To investigate the association between CT perfusion lesion location and clinical outcomes of acute ischemic stroke.

 

Methods

Patients with M1 occlusion treated with endovascular thrombectomy were selected from the Liverpool Hospital stroke database, who had baseline CT perfusion scans within 24 hours of stroke onset. Imaging data was processed using MIStar software to segment volumes into white matter (MW) and grey matter (GM) core and penumbra. Clinical outcomes were measured using the modified Rankin Scale (mRS), with good outcome defined as mRS 0-1. Statistical analysis was conducted using t-tests and logistic regression to assess the relationship of lesions and outcome.  

 

Results

37 patients were identified. The mean age was 71 years, and the mean baseline NIHSS was 19. The mean lesion volumes were as follows: WM core 14.8±17.8 mL, WM penumbra 25.8±13.4 mL, GM core 8.1±11.9 mL, and GM penumbra 68.8±23.7 mL. Patients with a good outcome had significantly lower WM core volumes compared to those with poor outcomes (7.4±6.9 vs 19.9±21.2 mL, p=0.034).
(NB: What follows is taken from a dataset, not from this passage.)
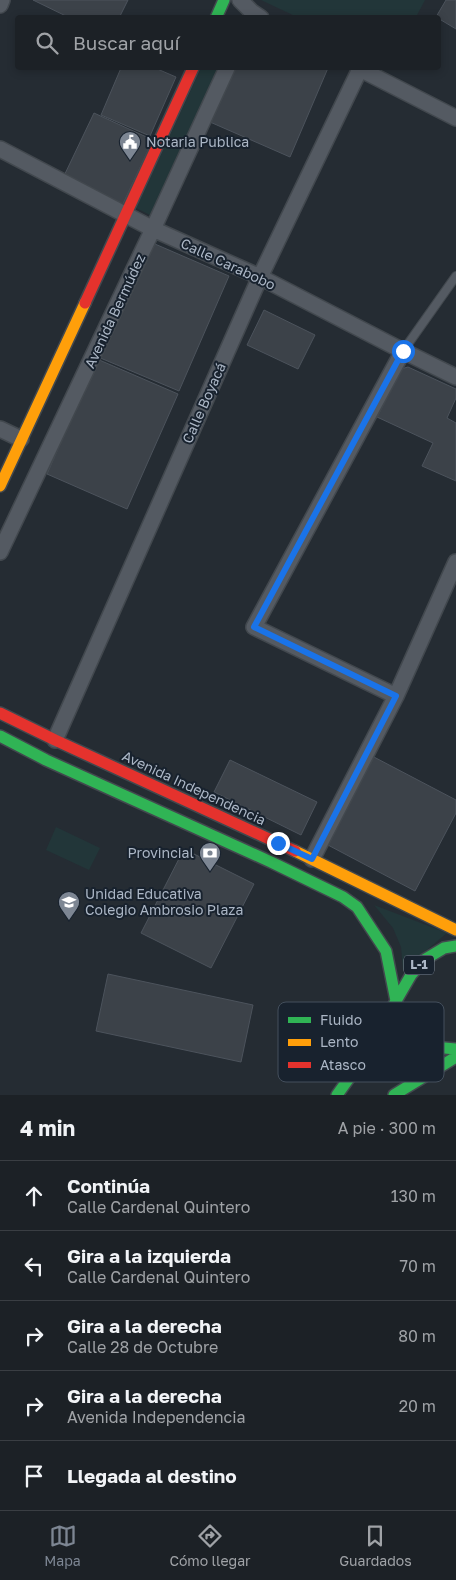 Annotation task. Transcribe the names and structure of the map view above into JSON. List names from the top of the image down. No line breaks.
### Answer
{"streets":{"street":["Calle Carabobo","Avenida Bermúdez","Calle Boyacá","Avenida Independencia","L-1"]},"crossings":[["Calle Carabobo","Avenida Bermúdez"],["Calle Carabobo","Calle Boyacá"],["Calle Boyacá","Avenida Independencia"]],"places":{"public building":["Notaria Publica"],"bank":["Provincial"],"school or university":["Unidad Educativa Colegio Ambrosio Plaza"]},"legend":["Fluido","Lento","Atasco"],"page":{"search":"Buscar aquí","heading":["4 min","A pie · 300 m"],"list":[["Continúa","Calle Cardenal Quintero","130 m"],["Gira a la izquierda","Calle Cardenal Quintero","70 m"],["Gira a la derecha","Calle 28 de Octubre","80 m"],["Gira a la derecha","Avenida Independencia","20 m"],"Llegada al destino"],"nav":["Mapa","Cómo llegar","Guardados"]}} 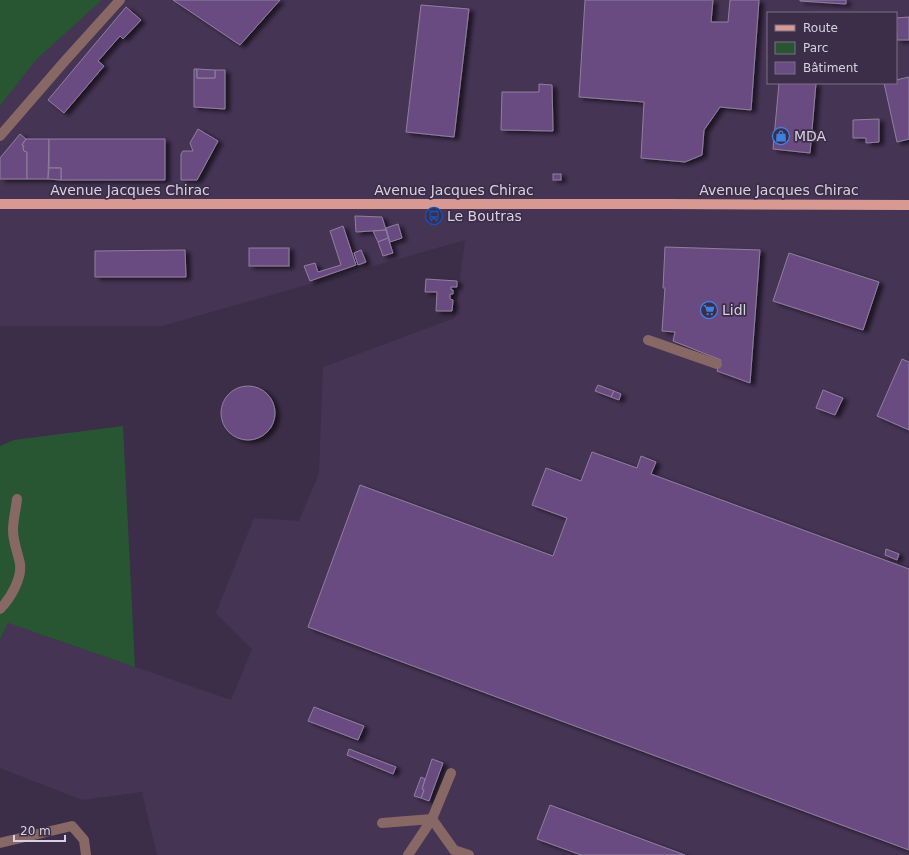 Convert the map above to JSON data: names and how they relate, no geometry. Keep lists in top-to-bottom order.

Logistic regression revealed that higher WM core volumes were associated with lower odds of good outcome, adjusting for age, baseline NIHSS and lesion hemisphere (adjusted odds ratio = 0.89, 95% CI 0.81-0.99, p=0.025). Other lesion volumes (WM penumbra, GM core, GM penumbra) were not significant predictors of a good 3-month outcome.

 

Conclusion

CTP lesion location, particularly WM core volume, can significantly predict post-stroke outcomes. This highlights the importance of lesion characterisation in acute ischemic stroke management and prognosis.